▶ _What is expected_:
Go through the records below and set each one down exactly, leaving out any pictures.

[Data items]
######

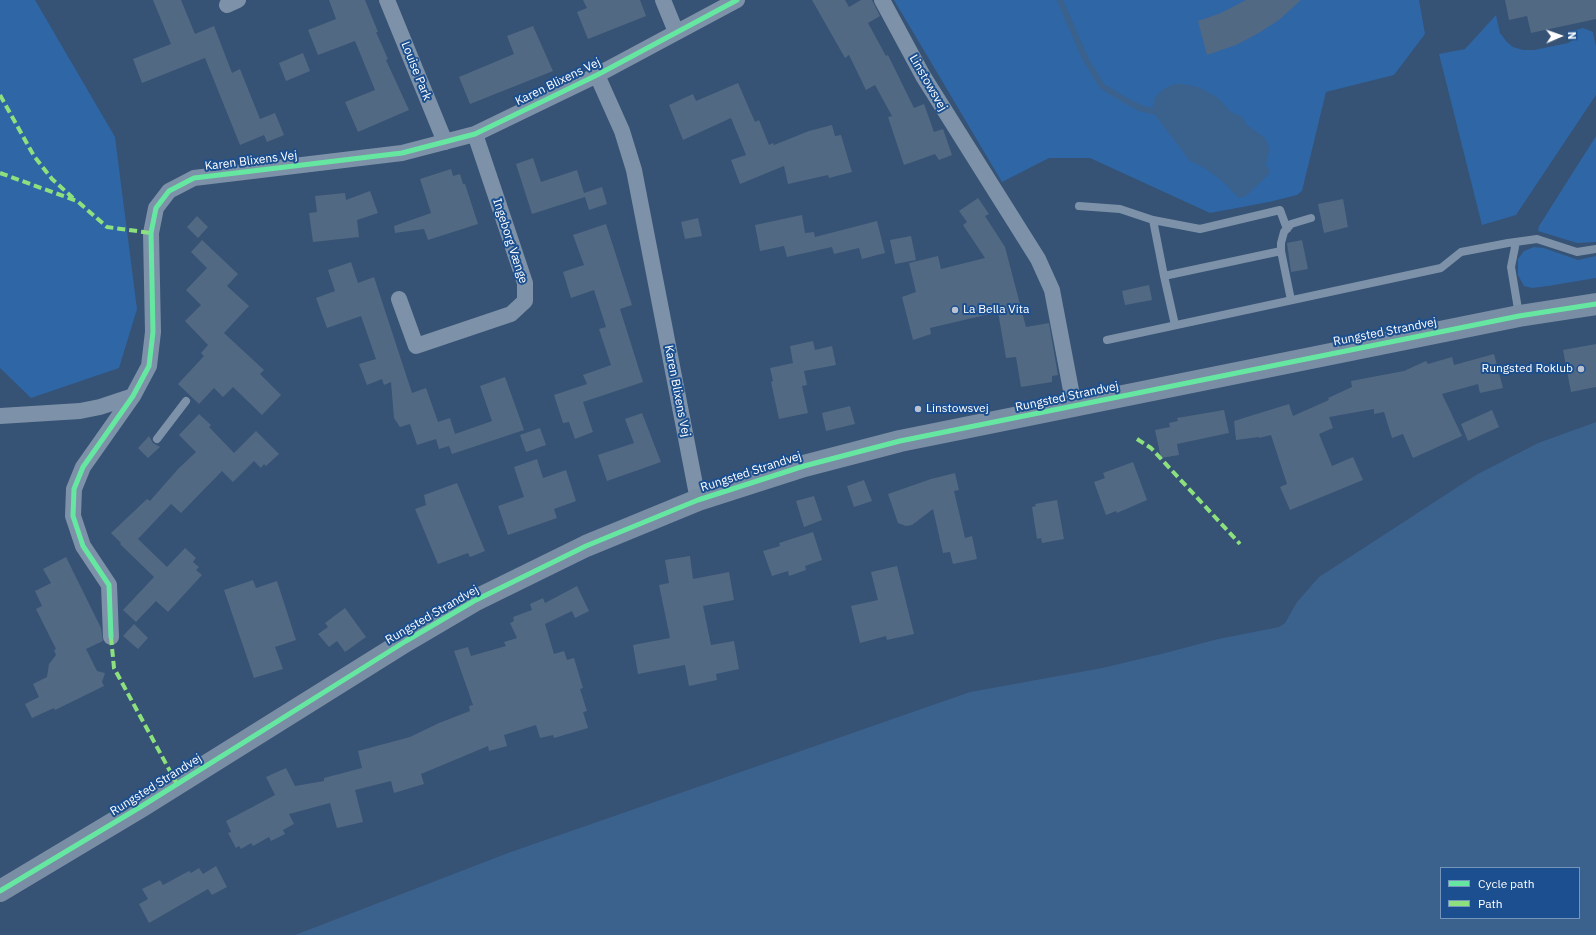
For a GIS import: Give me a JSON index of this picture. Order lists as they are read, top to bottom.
{
  "streets": {
    "main road": ["Rungsted Strandvej"],
    "street": [
      "Louise Park",
      "Karen Blixens Vej",
      "Linstowsvej",
      "Ingeborg Vænge"
    ]
  },
  "crossings": [
    ["Louise Park", "Karen Blixens Vej"],
    ["Karen Blixens Vej", "Ingeborg Vænge"],
    ["Karen Blixens Vej", "Rungsted Strandvej"],
    ["Linstowsvej", "Rungsted Strandvej"]
  ],
  "places": ["La Bella Vita", "Rungsted Roklub", "Linstowsvej"],
  "legend": ["Cycle path", "Path"],
  "north": "right"
}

######

▶ _Exercise response_:
For a GIS import: Give me a JSON index of this picture. Order lists as they are read, top to bottom.
{
  "streets": {
    "main road": ["Rungsted Strandvej"],
    "street": [
      "Louise Park",
      "Karen Blixens Vej",
      "Linstowsvej",
      "Ingeborg Vænge"
    ]
  },
  "crossings": [
    ["Louise Park", "Karen Blixens Vej"],
    ["Karen Blixens Vej", "Ingeborg Vænge"],
    ["Karen Blixens Vej", "Rungsted Strandvej"],
    ["Linstowsvej", "Rungsted Strandvej"]
  ],
  "places": ["La Bella Vita", "Rungsted Roklub", "Linstowsvej"],
  "legend": ["Cycle path", "Path"],
  "north": "right"
}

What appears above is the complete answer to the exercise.